Typically, he added, loyalty programs are assumed to be most worthwhile to frequent or high-spending customers. But the researchers found that very low-frequency customers who joined the program were also more likely to stick around, even though it didn't make much economic difference for them. "There may be some psychological benefit, just from being part of the program, that helps keeps these less frequent customers from walking away," Gopalakrishnan suggested.

Researchers have found it fairly easy to study tiered loyalty programs. But the exact value of the simpler, non-tiered programs is more obscure. That's because the previous studies typically included customers who had self-selected by joining a loyalty program.

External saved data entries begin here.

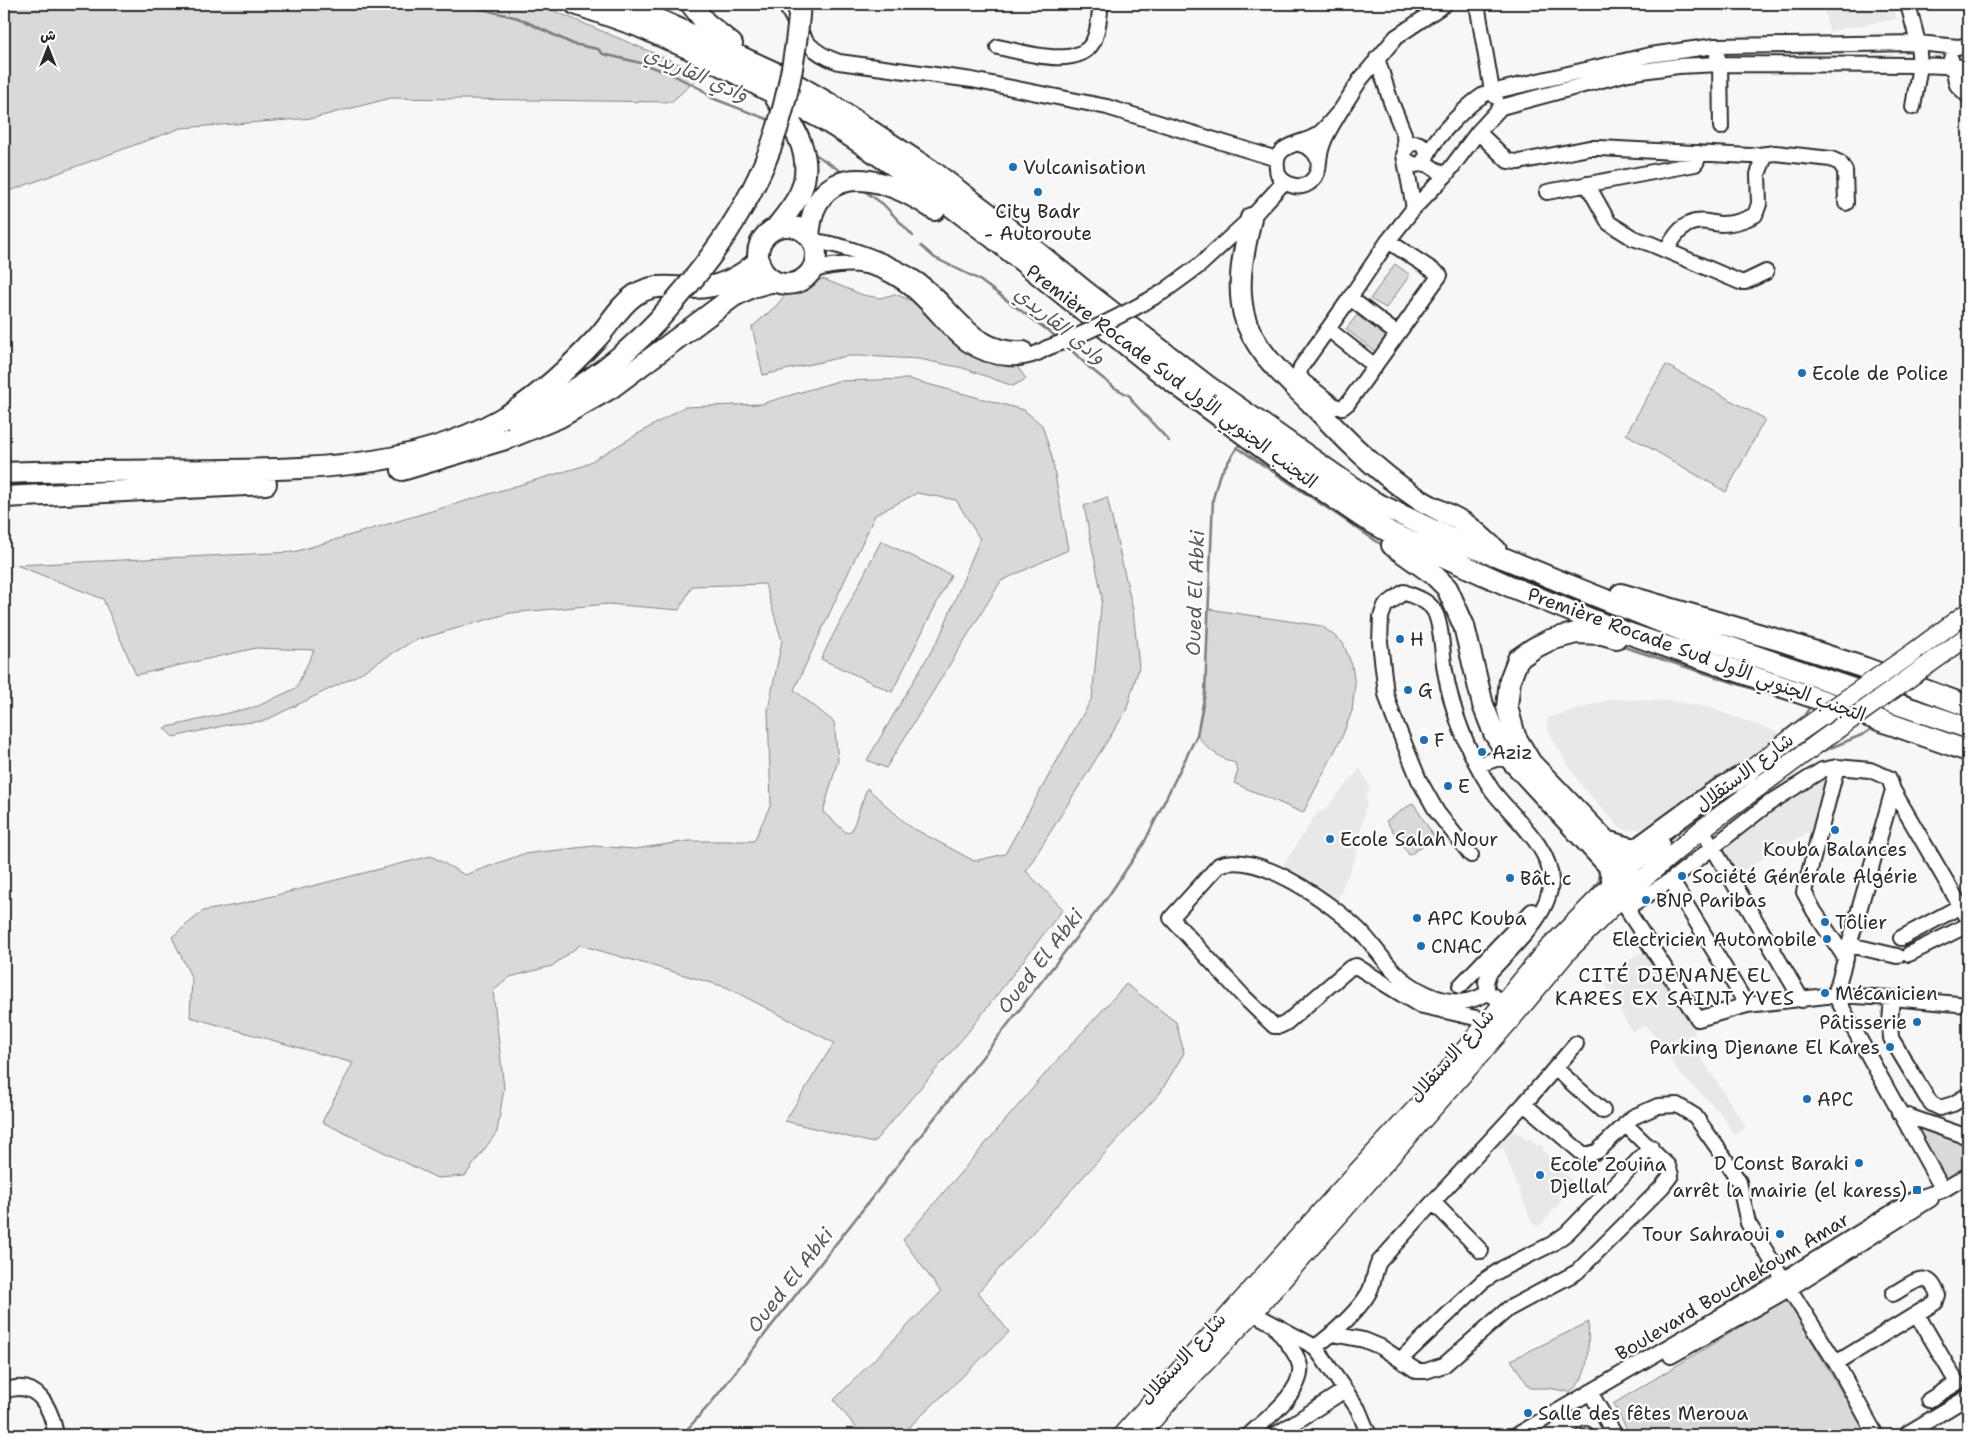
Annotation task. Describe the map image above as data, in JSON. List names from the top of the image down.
{
  "streets": {
    "highway": ["Première Rocade Sud التجنب الجنوبي الأول"],
    "main road": ["شارع الاستقلال"]
  },
  "districts": ["CITÉ DJENANE EL KARES EX SAINT YVES"],
  "water": ["وادي القاريدي", "Oued El Abki"],
  "places": {
    "other": [
      "Vulcanisation",
      "City Badr - Autoroute",
      "Ecole de Police",
      "H",
      "G",
      "F",
      "Aziz",
      "E",
      "Kouba Balances",
      "Ecole Salah Nour",
      "Société Générale Algérie",
      "Bât. c",
      "BNP Paribas",
      "APC Kouba",
      "Tôlier",
      "Electricien Automobile",
      "CNAC",
      "Mécanicien",
      "Pâtisserie",
      "Parking Djenane El Kares",
      "APC",
      "D Const Baraki",
      "Ecole Zouina Djellal",
      "Tour Sahraoui",
      "Salle des fêtes Meroua"
    ],
    "transit": ["arrêt la mairie (el karess)"]
  },
  "north": "top"
}
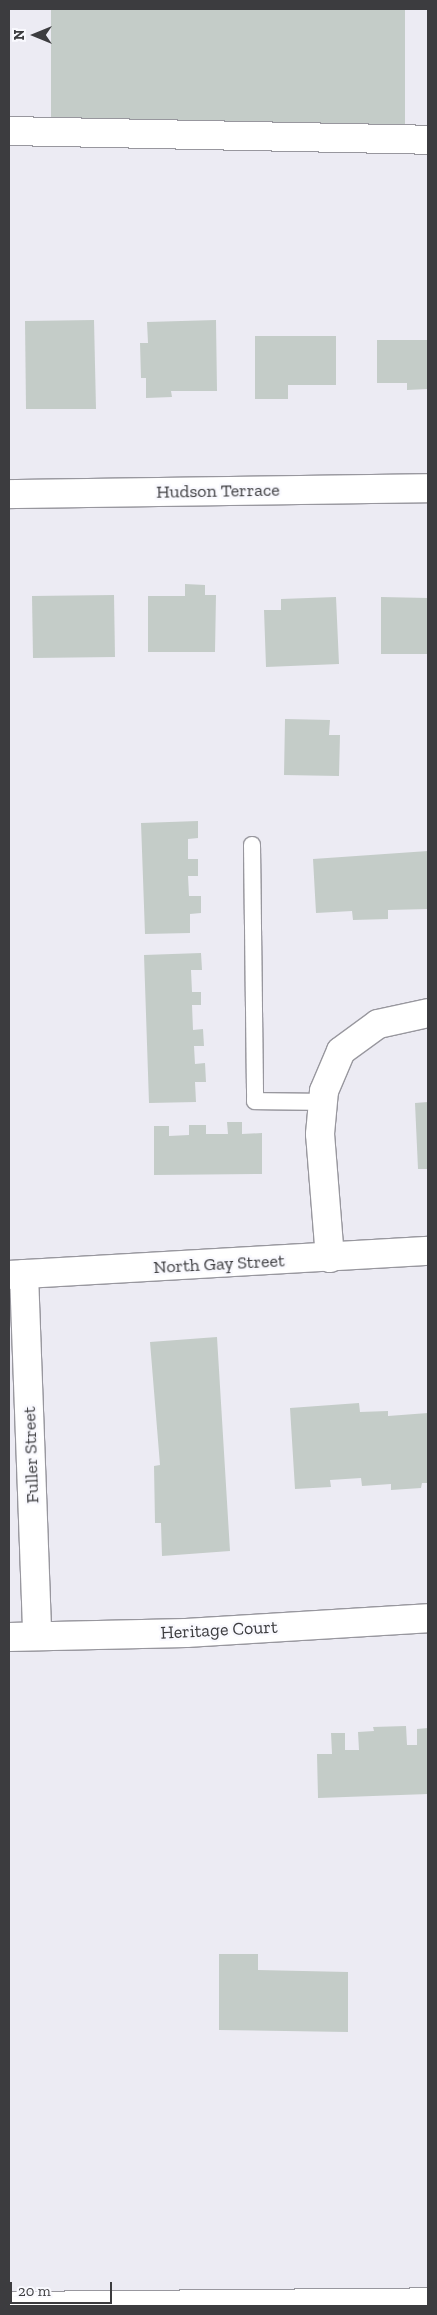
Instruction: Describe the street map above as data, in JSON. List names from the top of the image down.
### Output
{
  "streets": {
    "street": [
      "Hudson Terrace",
      "North Gay Street",
      "Fuller Street",
      "Heritage Court"
    ]
  },
  "crossings": [
    ["North Gay Street", "Fuller Street"],
    ["Fuller Street", "Heritage Court"]
  ],
  "scale_bar": "20 m",
  "north": "left"
}
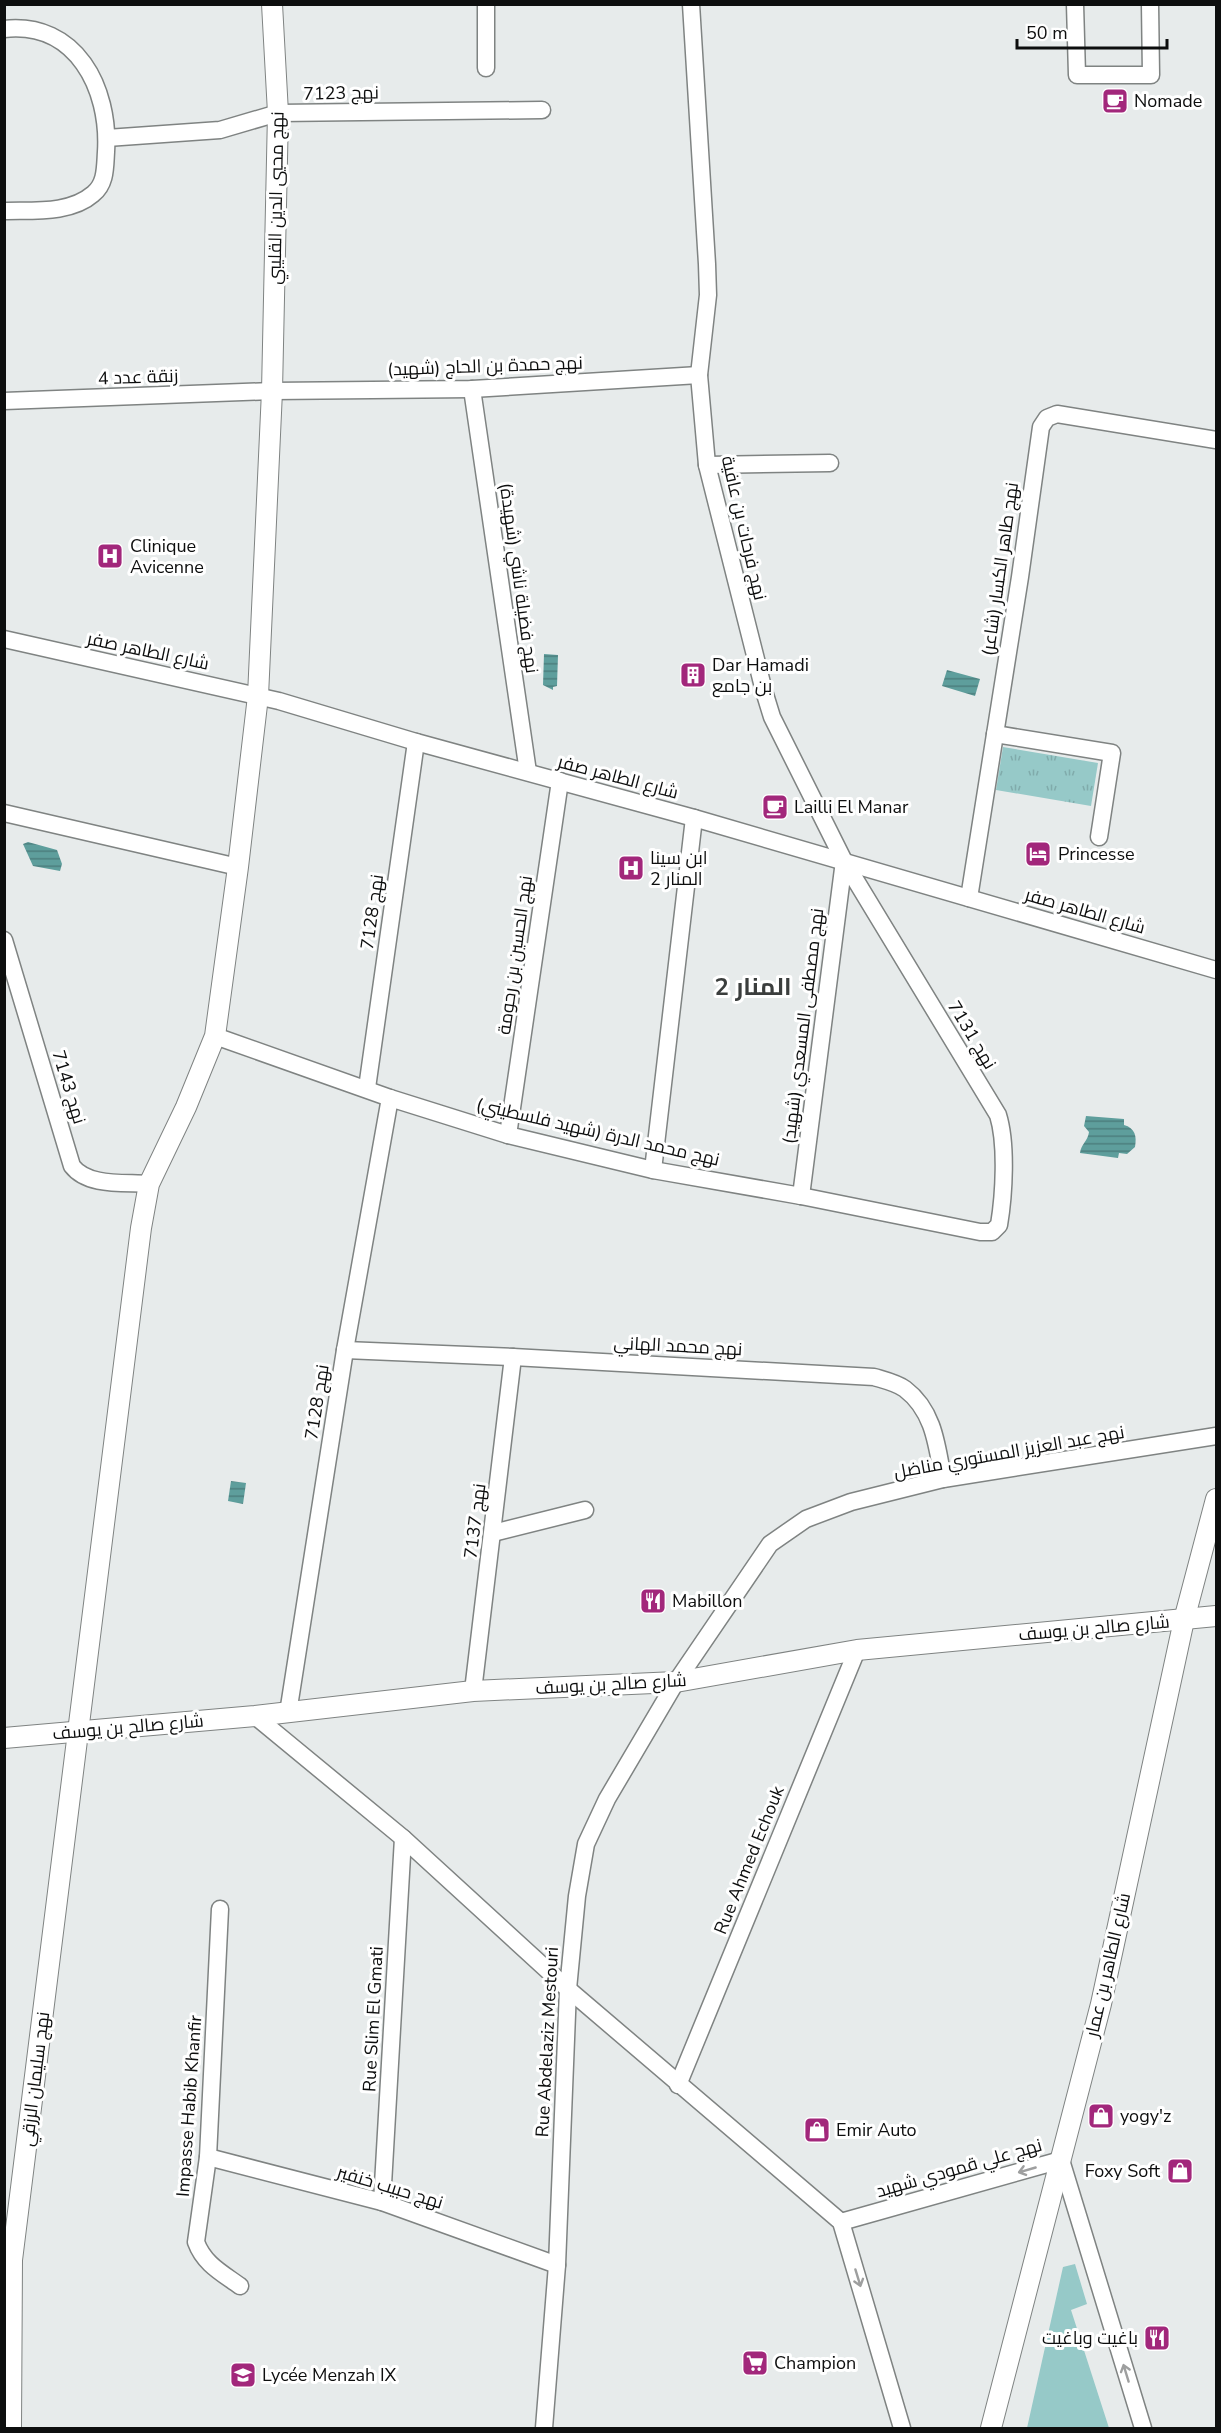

Gopalakrishnan's research took a different approach. To address the imprecisions of past research, he and his team built a data collection model that let them examine consumer behavior both before and after customers joined a loyalty program. Importantly, the model also distinguished between program members (some of whom had been automatically signed up for the program) and nonmembers.

Using this more detailed model, the research team studied the behavior of more than 5,500 men's hair salon clients over 30 months. The research was possible because the team had already been following these clients to track how much money they spent during each visit, their frequency of visits, the types of services and products they used and if they used any type of discounts.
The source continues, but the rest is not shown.